One prior case discusses a 75-year-old male who was presented to an endocrinology clinic after chronic hypercalcemia was noted in lab work. Other than intermittent abdominal pain, the patient was asymptomatic. Lab work demonstrated a calcium level of 12 mg/dL with elevated parathyroid hormone. Twenty-four-hour urine calcium collection was noted to be 16.77 mmol/L in the twenty-four-hour period. Initial ultrasound demonstrated a small hypoechoic soft tissue nodule adjacent to the inferior pole of the right thyroid. A follow up computer tomography scan demonstrated a well-defined nodule involving the left side of mediastinum anterior to aortic arch and posterior to manubrium. To further confirm diagnosis, a sestamibi scan was performed showing distinct focus at the left side of the anterior mediastinal region, highly suggestive of ectopic parathyroid adenoma. The patient met indications for surgical intervention and underwent a left thoracoscopic mediastinal parathyroidectomy. Postoperatively, the PTH level improved, calcium down trended, and the patient was discharged 3 days later [8]. This case and the one we report demonstrated that mediastinal adenomas can be extremely difficult to identify. Even after these glands are better localized through nuclear scans, surgical challenges persist given the proximity to cardiopulmonary structures [9].

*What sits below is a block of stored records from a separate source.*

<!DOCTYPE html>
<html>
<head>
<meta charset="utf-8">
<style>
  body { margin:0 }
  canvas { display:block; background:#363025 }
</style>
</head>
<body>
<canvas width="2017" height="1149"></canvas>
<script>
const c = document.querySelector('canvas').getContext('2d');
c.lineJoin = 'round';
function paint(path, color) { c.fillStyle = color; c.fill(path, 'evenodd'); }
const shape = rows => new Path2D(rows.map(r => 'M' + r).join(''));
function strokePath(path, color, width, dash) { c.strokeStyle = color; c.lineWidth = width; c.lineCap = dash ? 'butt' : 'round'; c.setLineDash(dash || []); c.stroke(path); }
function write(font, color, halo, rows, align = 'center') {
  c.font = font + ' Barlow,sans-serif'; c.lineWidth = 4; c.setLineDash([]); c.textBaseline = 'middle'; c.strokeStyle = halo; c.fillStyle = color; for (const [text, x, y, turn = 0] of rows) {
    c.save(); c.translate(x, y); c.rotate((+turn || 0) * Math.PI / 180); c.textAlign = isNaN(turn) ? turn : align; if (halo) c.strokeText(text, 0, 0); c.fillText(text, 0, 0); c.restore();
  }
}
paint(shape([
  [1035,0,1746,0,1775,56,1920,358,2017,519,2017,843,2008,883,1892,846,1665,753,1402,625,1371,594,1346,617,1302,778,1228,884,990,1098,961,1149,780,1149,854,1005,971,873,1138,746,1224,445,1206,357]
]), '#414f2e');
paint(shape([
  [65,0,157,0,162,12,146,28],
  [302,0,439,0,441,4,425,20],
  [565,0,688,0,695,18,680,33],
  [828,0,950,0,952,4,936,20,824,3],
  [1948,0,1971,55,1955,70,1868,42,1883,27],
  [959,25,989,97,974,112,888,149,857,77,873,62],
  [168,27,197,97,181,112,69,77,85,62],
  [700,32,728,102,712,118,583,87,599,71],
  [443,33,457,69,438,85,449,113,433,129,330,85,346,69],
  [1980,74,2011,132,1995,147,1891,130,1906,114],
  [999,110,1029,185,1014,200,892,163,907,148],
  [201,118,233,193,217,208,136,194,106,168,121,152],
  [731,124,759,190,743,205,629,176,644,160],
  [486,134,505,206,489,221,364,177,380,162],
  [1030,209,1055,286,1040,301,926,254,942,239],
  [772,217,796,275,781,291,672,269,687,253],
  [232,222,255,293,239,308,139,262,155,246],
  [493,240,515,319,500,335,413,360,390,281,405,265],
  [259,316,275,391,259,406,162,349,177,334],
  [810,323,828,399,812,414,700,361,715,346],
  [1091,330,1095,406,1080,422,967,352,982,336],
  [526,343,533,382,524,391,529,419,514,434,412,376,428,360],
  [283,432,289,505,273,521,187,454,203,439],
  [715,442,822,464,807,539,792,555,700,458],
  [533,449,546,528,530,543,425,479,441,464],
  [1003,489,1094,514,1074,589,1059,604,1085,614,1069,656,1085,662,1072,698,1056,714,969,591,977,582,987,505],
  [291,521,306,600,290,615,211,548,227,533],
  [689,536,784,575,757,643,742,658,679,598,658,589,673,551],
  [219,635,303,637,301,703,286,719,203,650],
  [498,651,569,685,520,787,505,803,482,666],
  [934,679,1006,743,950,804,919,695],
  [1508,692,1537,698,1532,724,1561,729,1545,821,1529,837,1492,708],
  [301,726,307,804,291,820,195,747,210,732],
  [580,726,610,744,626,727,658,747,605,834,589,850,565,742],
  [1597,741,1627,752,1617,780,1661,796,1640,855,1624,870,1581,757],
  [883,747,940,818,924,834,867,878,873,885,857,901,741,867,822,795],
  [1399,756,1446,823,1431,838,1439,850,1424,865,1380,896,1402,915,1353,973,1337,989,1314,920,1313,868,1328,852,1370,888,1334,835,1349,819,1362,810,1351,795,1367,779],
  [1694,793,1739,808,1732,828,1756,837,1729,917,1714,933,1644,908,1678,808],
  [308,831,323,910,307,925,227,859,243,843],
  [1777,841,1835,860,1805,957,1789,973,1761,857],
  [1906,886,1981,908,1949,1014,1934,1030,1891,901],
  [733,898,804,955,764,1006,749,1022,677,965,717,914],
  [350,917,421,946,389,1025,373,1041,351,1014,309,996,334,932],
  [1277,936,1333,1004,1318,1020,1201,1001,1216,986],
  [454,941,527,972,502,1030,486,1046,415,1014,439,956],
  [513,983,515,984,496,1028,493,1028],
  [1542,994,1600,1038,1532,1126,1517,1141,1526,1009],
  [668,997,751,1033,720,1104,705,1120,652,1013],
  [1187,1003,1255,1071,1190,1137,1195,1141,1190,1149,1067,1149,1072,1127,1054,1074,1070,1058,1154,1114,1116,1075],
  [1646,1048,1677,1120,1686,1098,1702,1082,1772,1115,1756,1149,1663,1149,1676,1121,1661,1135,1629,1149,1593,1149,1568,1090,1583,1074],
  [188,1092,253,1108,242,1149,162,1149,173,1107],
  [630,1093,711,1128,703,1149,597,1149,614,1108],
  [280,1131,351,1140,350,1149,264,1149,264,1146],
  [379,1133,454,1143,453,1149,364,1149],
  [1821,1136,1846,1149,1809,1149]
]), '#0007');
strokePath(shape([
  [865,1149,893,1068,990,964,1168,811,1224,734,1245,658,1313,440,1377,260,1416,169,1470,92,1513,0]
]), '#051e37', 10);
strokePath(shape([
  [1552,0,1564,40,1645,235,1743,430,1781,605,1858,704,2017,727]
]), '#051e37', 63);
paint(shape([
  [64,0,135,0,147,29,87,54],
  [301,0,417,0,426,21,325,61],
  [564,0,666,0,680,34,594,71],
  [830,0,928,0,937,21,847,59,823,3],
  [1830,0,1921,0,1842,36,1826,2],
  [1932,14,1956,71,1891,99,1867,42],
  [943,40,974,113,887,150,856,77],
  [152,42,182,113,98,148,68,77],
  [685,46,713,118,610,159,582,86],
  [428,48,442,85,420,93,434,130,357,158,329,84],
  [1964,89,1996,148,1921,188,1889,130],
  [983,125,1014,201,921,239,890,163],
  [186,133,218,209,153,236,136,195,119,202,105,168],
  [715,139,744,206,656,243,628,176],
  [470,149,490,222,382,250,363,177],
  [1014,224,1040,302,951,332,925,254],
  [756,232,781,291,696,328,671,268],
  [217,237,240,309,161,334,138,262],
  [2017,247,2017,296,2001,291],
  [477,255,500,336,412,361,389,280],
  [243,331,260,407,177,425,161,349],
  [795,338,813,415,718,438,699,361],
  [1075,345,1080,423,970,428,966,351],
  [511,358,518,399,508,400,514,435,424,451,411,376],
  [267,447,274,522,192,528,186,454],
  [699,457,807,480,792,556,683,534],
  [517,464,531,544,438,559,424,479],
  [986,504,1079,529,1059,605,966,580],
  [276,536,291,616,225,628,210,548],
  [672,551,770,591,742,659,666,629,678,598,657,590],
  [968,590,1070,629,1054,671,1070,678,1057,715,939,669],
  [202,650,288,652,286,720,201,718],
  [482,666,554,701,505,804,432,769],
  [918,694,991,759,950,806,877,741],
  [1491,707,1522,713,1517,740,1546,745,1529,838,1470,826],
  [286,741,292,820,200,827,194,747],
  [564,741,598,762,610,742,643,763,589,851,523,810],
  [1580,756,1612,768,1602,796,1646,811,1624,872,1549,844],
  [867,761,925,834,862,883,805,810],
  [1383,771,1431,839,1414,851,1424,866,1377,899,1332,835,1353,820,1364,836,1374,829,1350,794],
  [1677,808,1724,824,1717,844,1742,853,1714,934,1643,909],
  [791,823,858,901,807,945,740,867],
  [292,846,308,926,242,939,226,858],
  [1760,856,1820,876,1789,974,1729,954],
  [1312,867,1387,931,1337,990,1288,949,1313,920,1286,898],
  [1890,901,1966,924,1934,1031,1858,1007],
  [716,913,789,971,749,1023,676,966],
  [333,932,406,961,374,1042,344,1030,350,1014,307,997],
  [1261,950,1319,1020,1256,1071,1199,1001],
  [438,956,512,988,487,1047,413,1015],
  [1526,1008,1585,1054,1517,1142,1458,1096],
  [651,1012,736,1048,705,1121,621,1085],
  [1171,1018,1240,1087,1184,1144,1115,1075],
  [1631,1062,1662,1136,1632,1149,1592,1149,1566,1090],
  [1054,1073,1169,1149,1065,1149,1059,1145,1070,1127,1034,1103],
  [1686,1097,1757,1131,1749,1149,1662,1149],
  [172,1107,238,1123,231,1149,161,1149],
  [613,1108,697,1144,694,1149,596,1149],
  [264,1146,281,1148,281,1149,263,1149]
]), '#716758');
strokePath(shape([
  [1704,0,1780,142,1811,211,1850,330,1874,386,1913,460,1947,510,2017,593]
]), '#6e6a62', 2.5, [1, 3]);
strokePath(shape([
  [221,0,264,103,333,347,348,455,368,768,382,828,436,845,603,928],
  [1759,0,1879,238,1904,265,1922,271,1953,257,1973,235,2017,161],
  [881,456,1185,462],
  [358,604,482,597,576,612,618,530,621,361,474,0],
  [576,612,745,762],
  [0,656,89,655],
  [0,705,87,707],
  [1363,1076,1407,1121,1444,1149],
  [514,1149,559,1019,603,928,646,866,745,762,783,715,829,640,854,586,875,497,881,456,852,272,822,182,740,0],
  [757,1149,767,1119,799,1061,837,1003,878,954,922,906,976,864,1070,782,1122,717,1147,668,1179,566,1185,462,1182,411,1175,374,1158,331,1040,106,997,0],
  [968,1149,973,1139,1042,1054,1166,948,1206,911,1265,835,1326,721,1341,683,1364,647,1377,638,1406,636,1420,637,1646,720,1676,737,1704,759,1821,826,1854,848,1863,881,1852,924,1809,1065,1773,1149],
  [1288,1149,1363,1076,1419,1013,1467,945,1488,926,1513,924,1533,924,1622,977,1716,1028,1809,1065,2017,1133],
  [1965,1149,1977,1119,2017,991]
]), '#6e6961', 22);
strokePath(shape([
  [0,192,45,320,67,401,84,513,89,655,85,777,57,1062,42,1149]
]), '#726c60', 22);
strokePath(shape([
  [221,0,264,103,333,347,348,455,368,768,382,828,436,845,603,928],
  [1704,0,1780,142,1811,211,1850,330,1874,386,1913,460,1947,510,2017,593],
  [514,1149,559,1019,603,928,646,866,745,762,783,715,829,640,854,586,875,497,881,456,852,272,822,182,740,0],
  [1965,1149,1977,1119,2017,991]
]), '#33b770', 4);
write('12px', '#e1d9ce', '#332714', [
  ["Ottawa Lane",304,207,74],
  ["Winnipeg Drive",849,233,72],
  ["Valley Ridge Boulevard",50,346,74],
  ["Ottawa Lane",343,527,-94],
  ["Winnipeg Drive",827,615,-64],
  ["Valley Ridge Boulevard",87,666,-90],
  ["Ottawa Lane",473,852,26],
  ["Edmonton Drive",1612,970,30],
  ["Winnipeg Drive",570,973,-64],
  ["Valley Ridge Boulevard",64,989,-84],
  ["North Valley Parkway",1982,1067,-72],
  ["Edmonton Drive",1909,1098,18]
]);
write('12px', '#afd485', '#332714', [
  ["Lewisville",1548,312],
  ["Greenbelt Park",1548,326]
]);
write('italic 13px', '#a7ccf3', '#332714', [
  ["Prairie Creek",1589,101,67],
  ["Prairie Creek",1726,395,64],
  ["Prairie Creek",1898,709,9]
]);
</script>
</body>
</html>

Although the patient discussed in the above case report and this article had clear indications for surgical intervention, concurrent medical management remains critical. Hypercalcemia frequently leads to volume depletion; hence, intravenous hydration is critical, typically with isotonic saline. Additionally, electrolyte monitoring and repletion is important to maintain normal levels. Calcitonin can be administered as an intramuscular or subcutaneous injection to lower calcium levels quickly, working as quickly as 2 h after onset. However, the effects of this medication are limited and may only last 4–7 days [10]. Bisphosphonates, like pamidronate and zoledronic acid, are approved for hypercalcemia treatment; however, these medications do take up to 72 h to demonstrate effect and hence, are more commonly utilized along with the other methods noted above. Cinacalcet is a calcium mimetic and can also be commonly applied in secondary hyperparathyroidism due to renal failure [11].

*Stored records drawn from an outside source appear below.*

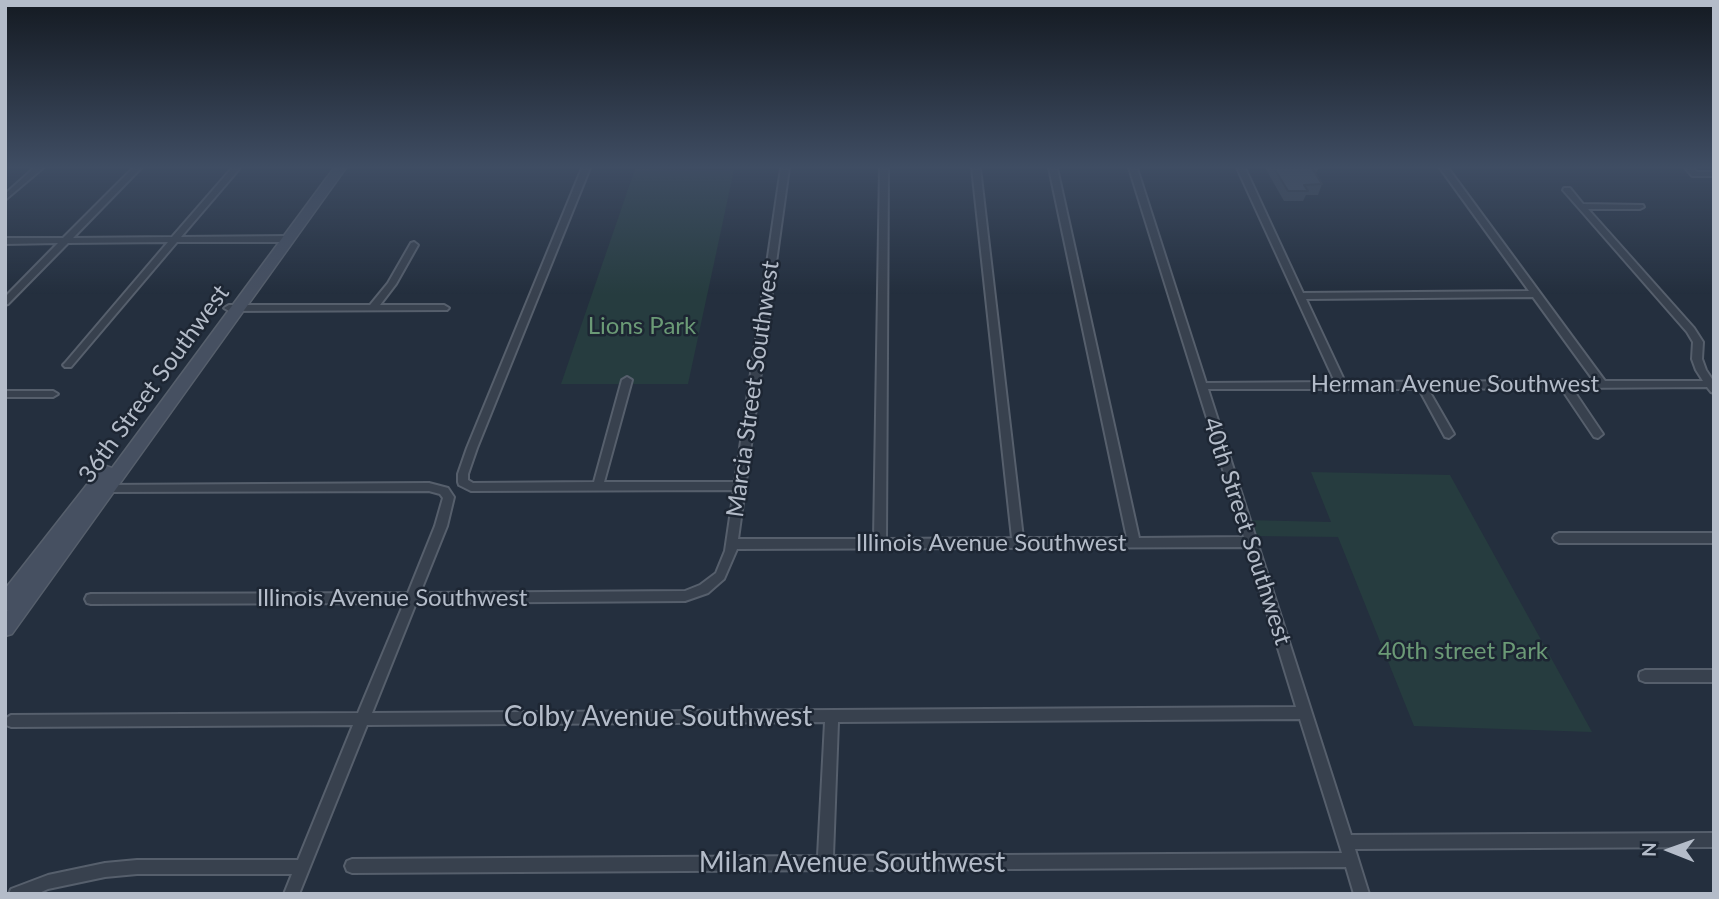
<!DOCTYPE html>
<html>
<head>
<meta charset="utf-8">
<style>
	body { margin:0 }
	#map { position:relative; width:1719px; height:899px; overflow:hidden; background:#242f3e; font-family:Lato,sans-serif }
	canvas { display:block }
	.frame { position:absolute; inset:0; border:7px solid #b4bcc9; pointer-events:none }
	.north { position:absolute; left:1635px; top:815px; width:70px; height:70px; -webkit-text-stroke:5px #1d2633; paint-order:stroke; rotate:271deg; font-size:19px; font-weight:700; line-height:28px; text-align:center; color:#b4bcc9 }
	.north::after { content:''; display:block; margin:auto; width:24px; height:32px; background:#b4bcc9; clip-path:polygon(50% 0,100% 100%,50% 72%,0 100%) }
</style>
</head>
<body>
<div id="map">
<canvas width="1719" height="899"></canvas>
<div class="frame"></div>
<div class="north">N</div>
</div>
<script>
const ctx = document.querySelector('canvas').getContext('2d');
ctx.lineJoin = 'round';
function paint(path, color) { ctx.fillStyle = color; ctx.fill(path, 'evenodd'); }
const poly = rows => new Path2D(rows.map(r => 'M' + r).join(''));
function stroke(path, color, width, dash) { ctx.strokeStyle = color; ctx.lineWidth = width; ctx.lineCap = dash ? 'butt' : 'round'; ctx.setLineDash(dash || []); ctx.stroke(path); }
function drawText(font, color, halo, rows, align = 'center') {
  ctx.font = font + ' Lato,sans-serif'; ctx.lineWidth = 5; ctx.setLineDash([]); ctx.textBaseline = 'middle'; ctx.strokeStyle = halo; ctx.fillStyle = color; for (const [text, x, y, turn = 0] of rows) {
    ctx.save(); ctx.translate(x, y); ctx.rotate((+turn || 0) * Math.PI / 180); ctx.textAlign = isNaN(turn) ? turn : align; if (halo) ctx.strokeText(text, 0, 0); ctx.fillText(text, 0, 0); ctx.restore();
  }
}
paint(poly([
	[635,169,734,170,688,384,561,384],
	[1311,472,1450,475,1592,732,1414,726,1338,537,1251,536,1244,520,1331,522]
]), '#263c3f');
const street = poly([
	[34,168,43,168,5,200,5,194,34,168],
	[133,168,141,168,73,238,172,237,232,168,240,168,181,237,288,236,292,239,288,242,177,242,71,367,65,367,63,365,65,363,168,242,68,243,8,304,5,305,5,297,58,243,5,244,5,238,63,238,133,168],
	[582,168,590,168,477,448,468,474,468,480,473,483,594,482,622,380,627,377,632,380,604,482,735,482,781,168,789,168,738,539,874,539,880,168,888,168,886,539,1012,538,972,168,980,168,1023,538,1127,538,1049,168,1057,168,1139,538,1244,537,1129,168,1137,168,1206,383,1335,382,1237,168,1245,168,1303,293,1529,291,1440,168,1448,168,1605,381,1703,381,1696,370,1692,359,1693,342,1687,332,1563,190,1564,188,1570,188,1583,204,1643,205,1644,207,1640,209,1588,209,1694,328,1703,342,1702,359,1706,370,1714,382,1714,393,1711,392,1707,387,1572,388,1603,434,1598,438,1594,437,1561,388,1428,389,1454,434,1449,438,1445,437,1419,389,1208,389,1351,835,1714,833,1714,847,1355,849,1369,894,1354,894,1346,867,352,873,347,871,345,866,347,861,352,859,818,856,825,722,367,725,299,894,284,894,292,874,137,874,105,877,48,889,37,894,9,894,11,889,48,875,105,863,137,860,298,860,353,725,11,727,6,725,5,719,11,715,358,713,404,603,91,604,87,603,85,599,87,595,91,594,408,593,435,526,443,498,440,494,429,491,107,492,103,491,102,488,103,485,429,483,448,488,454,497,447,526,420,593,685,591,700,585,716,573,725,551,734,490,471,491,459,485,458,482,458,474,467,448,582,168],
	[1533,297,1594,381,1567,381,1563,380,1559,381,1345,382,1306,299,1533,297],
	[1247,547,1296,707,372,713,416,603,685,601,708,593,724,579,737,549,1247,547],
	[1300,719,1342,853,833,856,838,722,1300,719],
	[1685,168,1693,168,1697,172,1714,172,1714,176,1692,176,1685,168],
	[414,242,418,245,396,284,380,305,444,305,449,308,447,310,229,311,224,308,229,305,370,305,388,283,411,243,414,242],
	[5,391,53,391,58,394,53,397,5,397,5,391],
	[1559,533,1714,533,1714,543,1559,543,1555,541,1553,538,1555,535,1559,533],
	[1645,670,1714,670,1714,682,1645,682,1640,680,1639,676,1640,672,1645,670]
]);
const secondary = poly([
	[334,168,346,168,12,634,5,636,5,613,8,610,5,611,5,589,100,468,106,466,112,468,334,168]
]);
stroke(street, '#565f6c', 4);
stroke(secondary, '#565f6c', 3);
paint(street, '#38414e');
paint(secondary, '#465061');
paint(poly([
	[1265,168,1319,168,1316,173,1322,184,1318,195,1306,195,1303,201,1284,201]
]), '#3b4654');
const building = poly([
	[1274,168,1312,168,1322,184,1304,185,1308,191,1288,191,1274,168]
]);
paint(building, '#455162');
stroke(building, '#303945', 2);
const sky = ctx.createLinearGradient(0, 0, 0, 294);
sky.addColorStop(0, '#141a22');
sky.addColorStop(0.57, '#3f4d63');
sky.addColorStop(1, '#3f4d6300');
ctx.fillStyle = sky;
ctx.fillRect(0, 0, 1719, 294);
drawText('24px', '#6b9a76', '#1d2633', [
	["Lions Park",642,326],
	["40th street Park",1463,651]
]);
drawText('24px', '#b4bcc9', '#1d2633', [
	["36th Street Southwest",154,384,-54],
	["Herman Avenue Southwest",1455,384],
	["Marcia Street Southwest",753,389,-82],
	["40th Street Southwest",1247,531,72],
	["Illinois Avenue Southwest",991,543],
	["Illinois Avenue Southwest",392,598]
]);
drawText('28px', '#b4bcc9', '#1d2633', [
	["Colby Avenue Southwest",658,717],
	["Milan Avenue Southwest",852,863]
]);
</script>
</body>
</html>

While many mediastinal adenomas are resected via cervical invasion, this can be difficult depending on where the adenoma is located relative to the aortic arch. One study suggests approaching adenomas found above the aortic arch transcervically, while those in the middle or posterior mediastinum below the aortic arch may better be approached through the transthoracic approach [9]. Additionally, using a gamma probe intraoperatively can further help identify the gland and reduce operating time, although this does increase the risk of radioisotopes in the myocardium [12]. It is also crucial to discuss options for patients who may not be surgical candidates. In these situations, angiographic ablation can be utilized by injecting extra contrast material into the supplying vessel, resulting in ischemic change to the gland [13].

4. Conclusions

The presented case underscores the diagnostic challenges and therapeutic successes in managing hyperparathyroidism when caused by ectopic tissue situated in between critical organs. The meticulous preoperative localization using advanced imaging techniques facilitated precise surgical planning, leading to the successful removal of the ectopic gland and resolution of the patient’s symptoms. This case highlights the importance of thorough investigation and individualized management in achieving favorable outcomes for patients who may otherwise present with benign medical problems. Innovative approaches remain crucial in navigating complex cases, ensuring optimal patient care and long-term well-being.